### What you should do
Beginning with the line that contains "Instruction: Describe this", transcribe every line through the end of the entries exactly as written, and reproduce nothing else.

Collected data:
• • • • •

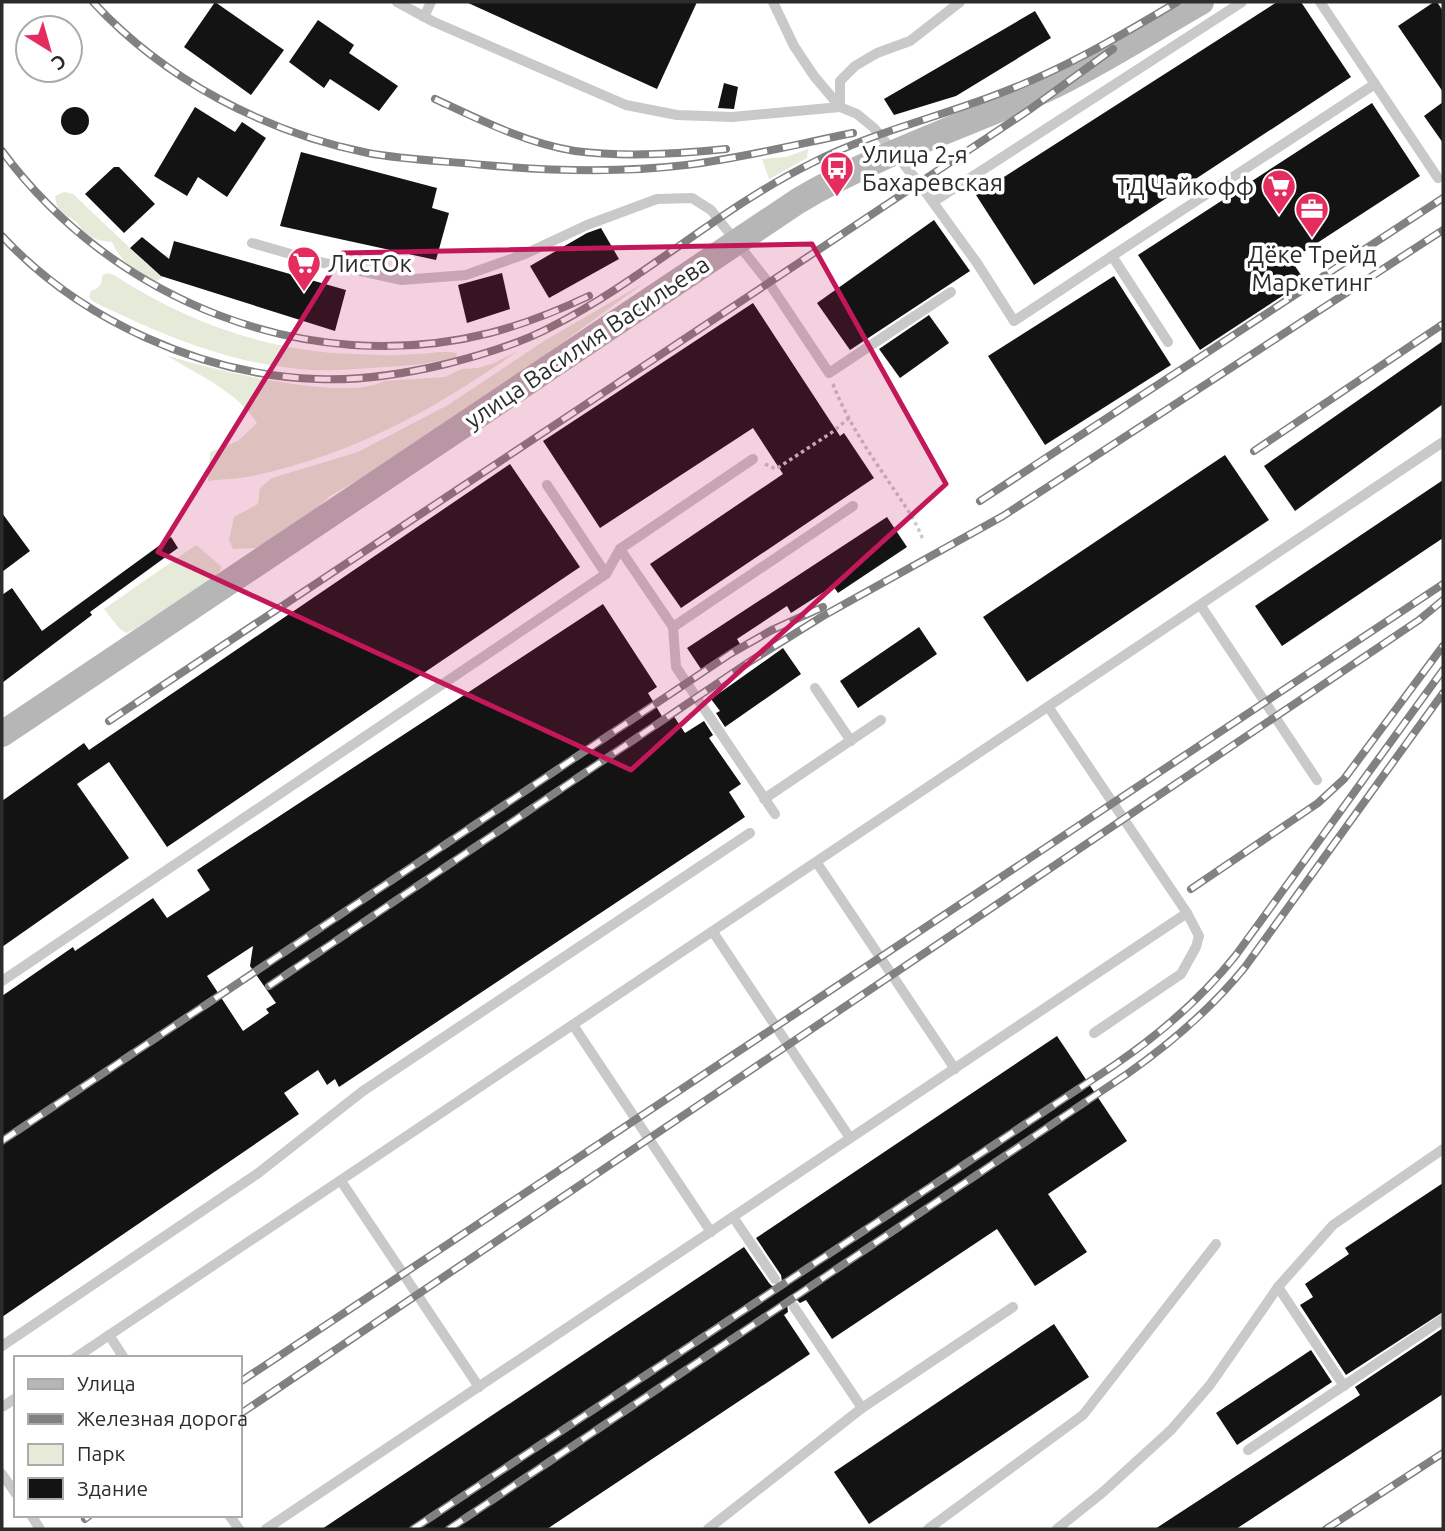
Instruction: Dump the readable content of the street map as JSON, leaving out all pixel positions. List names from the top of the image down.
{
  "streets": {
    "main road": ["улица Василия Васильева"]
  },
  "places": {
    "bus stop": ["Улица 2-я Бахаревская"],
    "supermarket": ["ТД Чайкофф", "ЛистОк"],
    "office": ["Дёке Трейд Маркетинг"]
  },
  "legend": [
    "Улица",
    "Железная дорога",
    "Парк",
    "Здание"
  ],
  "north": "bottom right"
}
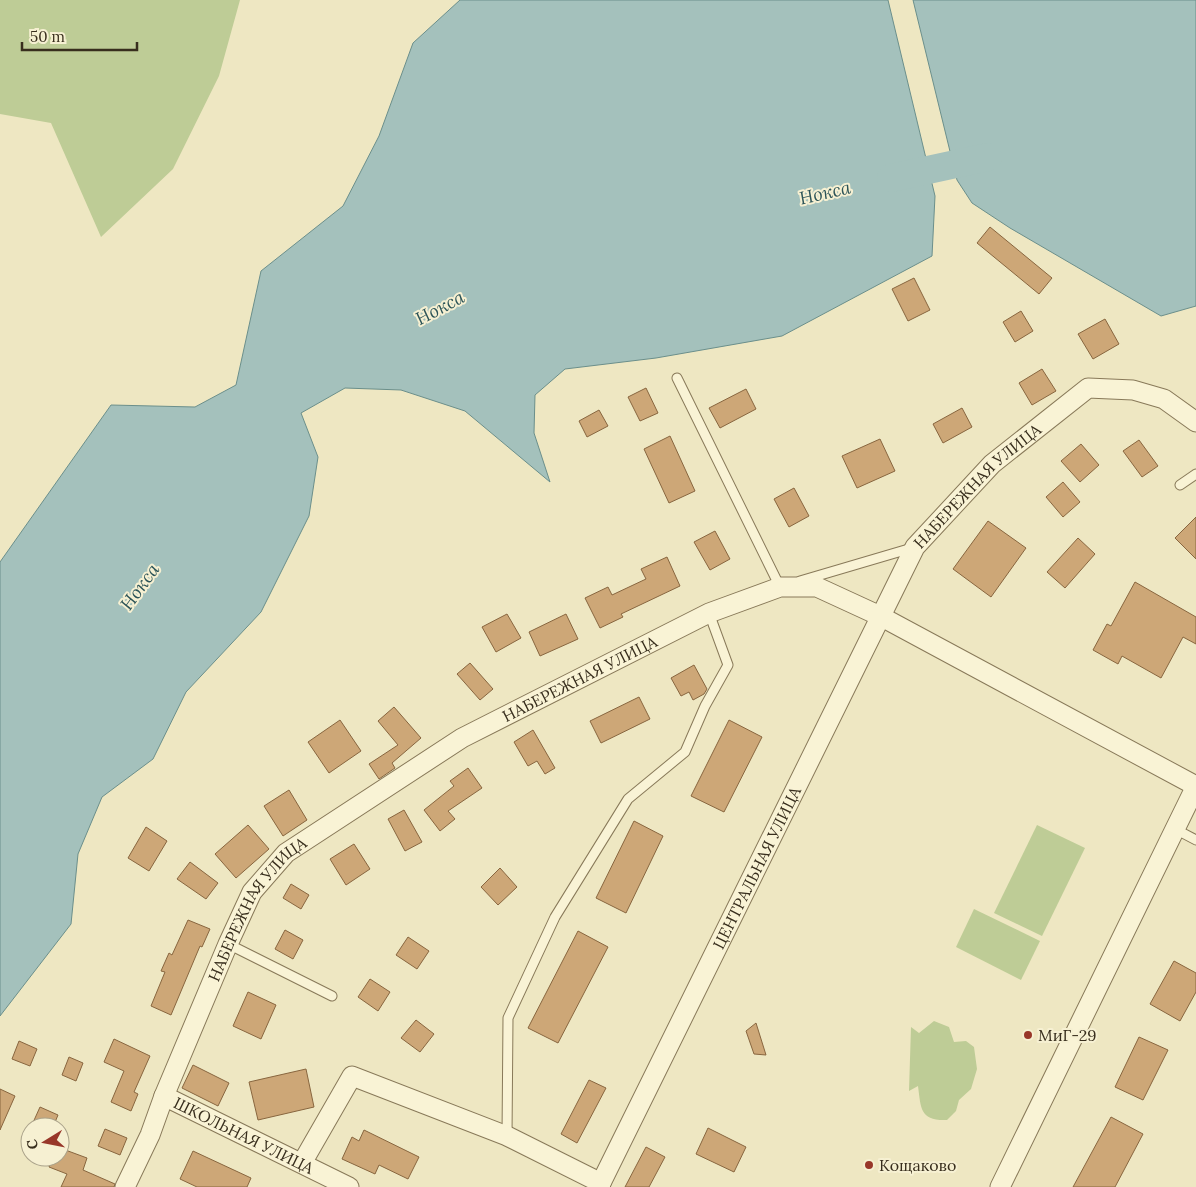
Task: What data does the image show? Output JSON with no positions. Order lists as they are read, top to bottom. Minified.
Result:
{"streets":{"street":["НАБЕРЕЖНАЯ УЛИЦА","ЦЕНТРАЛЬНАЯ УЛИЦА","ШКОЛЬНАЯ УЛИЦА"]},"crossings":[["НАБЕРЕЖНАЯ УЛИЦА","ЦЕНТРАЛЬНАЯ УЛИЦА"],["НАБЕРЕЖНАЯ УЛИЦА","ШКОЛЬНАЯ УЛИЦА"]],"water":["Нокса"],"places":["МиГ-29","Кощаково"],"scale_bar":"50 m","north":"left"}
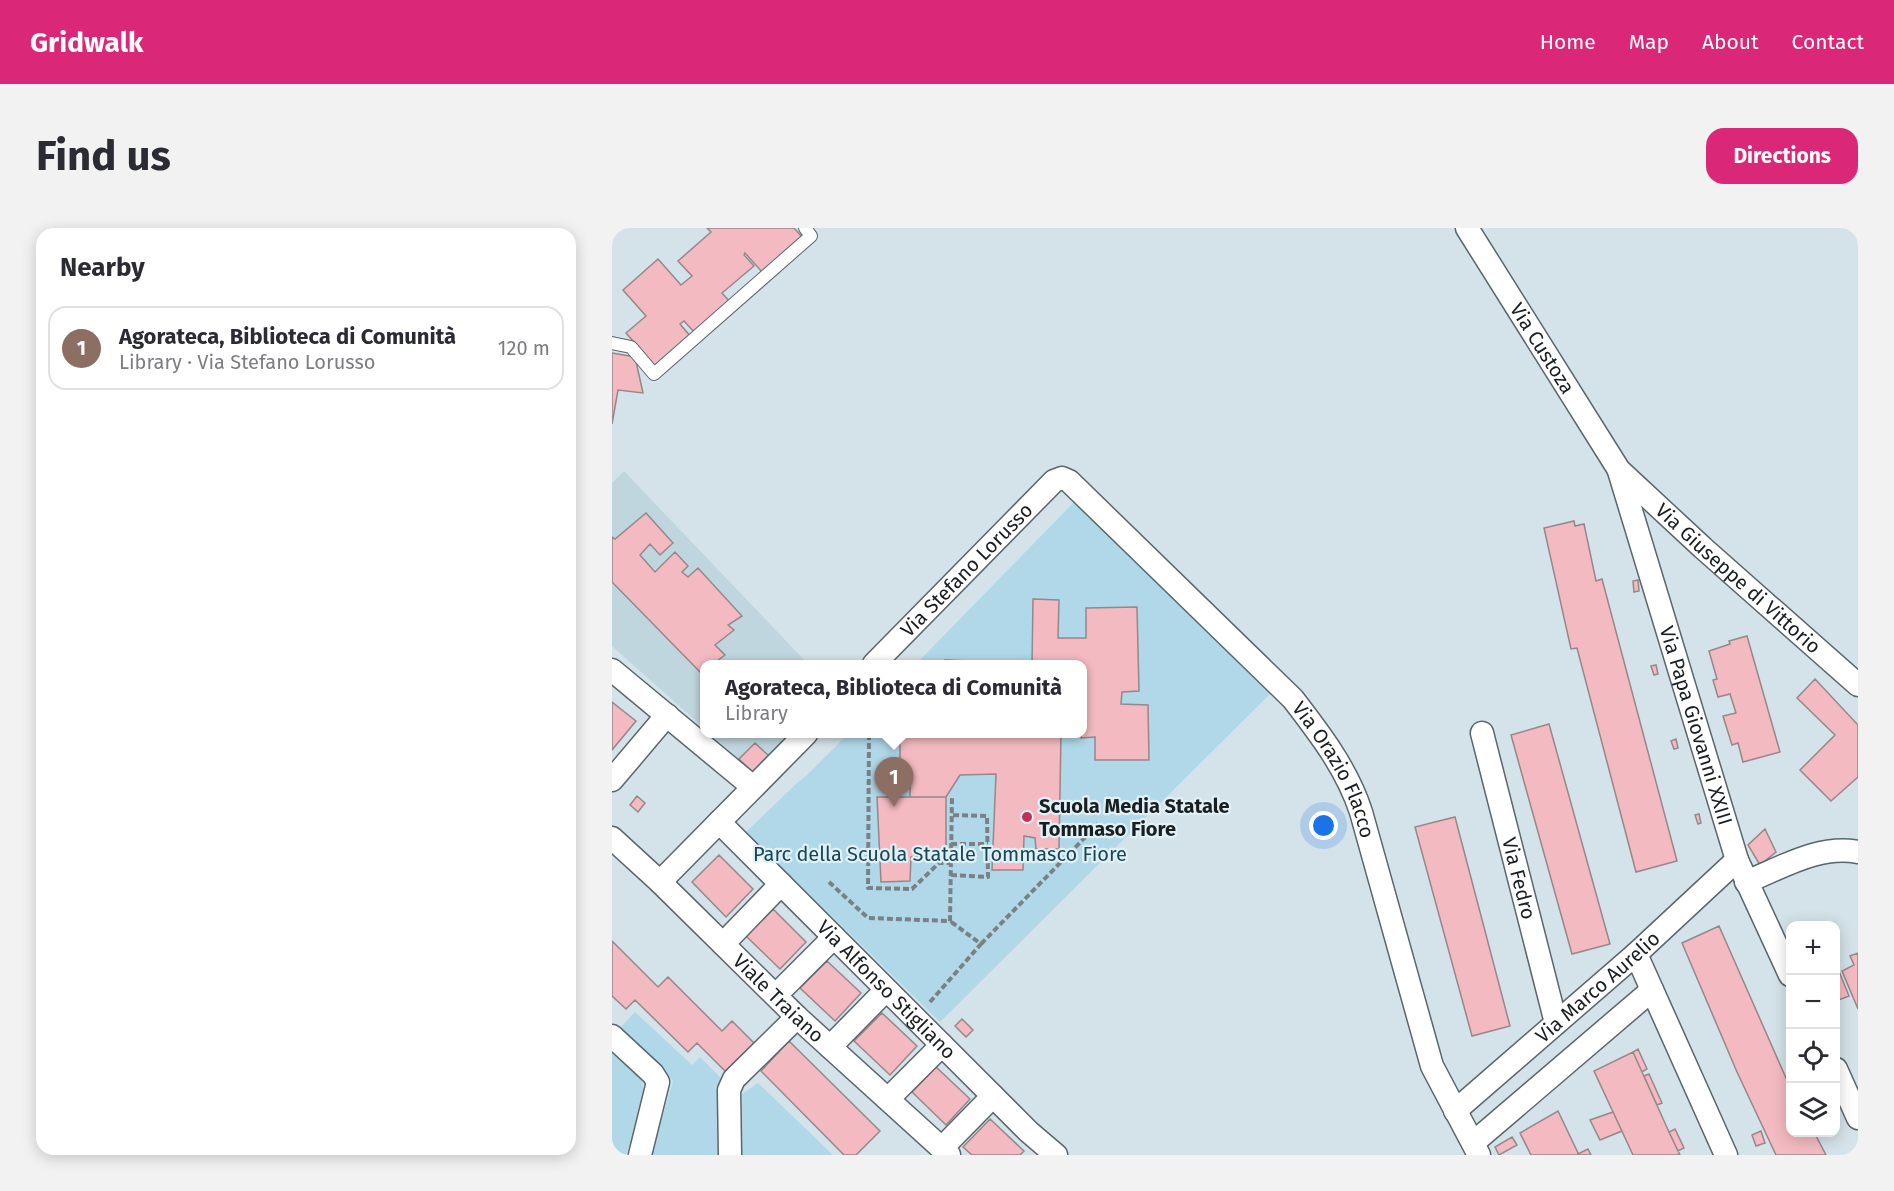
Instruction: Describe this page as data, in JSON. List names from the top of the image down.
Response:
{
  "streets": {
    "street": [
      "Via Custoza",
      "Via Stefano Lorusso",
      "Via Giuseppe di Vittorio",
      "Via Papa Giovanni XXIII",
      "Via Orazio Flacco",
      "Via Fedro",
      "Via Marco Aurelio",
      "Via Alfonso Stigliano",
      "Viale Traiano"
    ]
  },
  "crossings": [
    ["Via Custoza", "Via Giuseppe di Vittorio"],
    ["Via Custoza", "Via Papa Giovanni XXIII"],
    ["Via Stefano Lorusso", "Via Orazio Flacco"],
    ["Via Giuseppe di Vittorio", "Via Papa Giovanni XXIII"],
    ["Via Papa Giovanni XXIII", "Via Marco Aurelio"],
    ["Via Orazio Flacco", "Via Marco Aurelio"],
    ["Via Fedro", "Via Marco Aurelio"]
  ],
  "parks": ["Parc della Scuola Statale Tommasco Fiore"],
  "places": ["Scuola Media Statale Tommaso Fiore"],
  "page": {
    "header": "Gridwalk",
    "nav": [
      "Home",
      "Map",
      "About",
      "Contact"
    ],
    "buttons": "Directions",
    "title": "Find us",
    "heading": "Nearby",
    "list": [
      {
        "mark": "1",
        "name": "Agorateca, Biblioteca di Comunità",
        "note": "Library · Via Stefano Lorusso",
        "value": "120 m"
      }
    ],
    "popup": ["Agorateca, Biblioteca di Comunità", "Library"],
    "pins": "1",
    "map_buttons": ["+", "−"]
  }
}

• • • • •

### Reply to the task
Instruction: Describe this page as data, in JSON. List names from the top of the image down.
Response:
{
  "streets": {
    "street": [
      "Via Custoza",
      "Via Stefano Lorusso",
      "Via Giuseppe di Vittorio",
      "Via Papa Giovanni XXIII",
      "Via Orazio Flacco",
      "Via Fedro",
      "Via Marco Aurelio",
      "Via Alfonso Stigliano",
      "Viale Traiano"
    ]
  },
  "crossings": [
    ["Via Custoza", "Via Giuseppe di Vittorio"],
    ["Via Custoza", "Via Papa Giovanni XXIII"],
    ["Via Stefano Lorusso", "Via Orazio Flacco"],
    ["Via Giuseppe di Vittorio", "Via Papa Giovanni XXIII"],
    ["Via Papa Giovanni XXIII", "Via Marco Aurelio"],
    ["Via Orazio Flacco", "Via Marco Aurelio"],
    ["Via Fedro", "Via Marco Aurelio"]
  ],
  "parks": ["Parc della Scuola Statale Tommasco Fiore"],
  "places": ["Scuola Media Statale Tommaso Fiore"],
  "page": {
    "header": "Gridwalk",
    "nav": [
      "Home",
      "Map",
      "About",
      "Contact"
    ],
    "buttons": "Directions",
    "title": "Find us",
    "heading": "Nearby",
    "list": [
      {
        "mark": "1",
        "name": "Agorateca, Biblioteca di Comunità",
        "note": "Library · Via Stefano Lorusso",
        "value": "120 m"
      }
    ],
    "popup": ["Agorateca, Biblioteca di Comunità", "Library"],
    "pins": "1",
    "map_buttons": ["+", "−"]
  }
}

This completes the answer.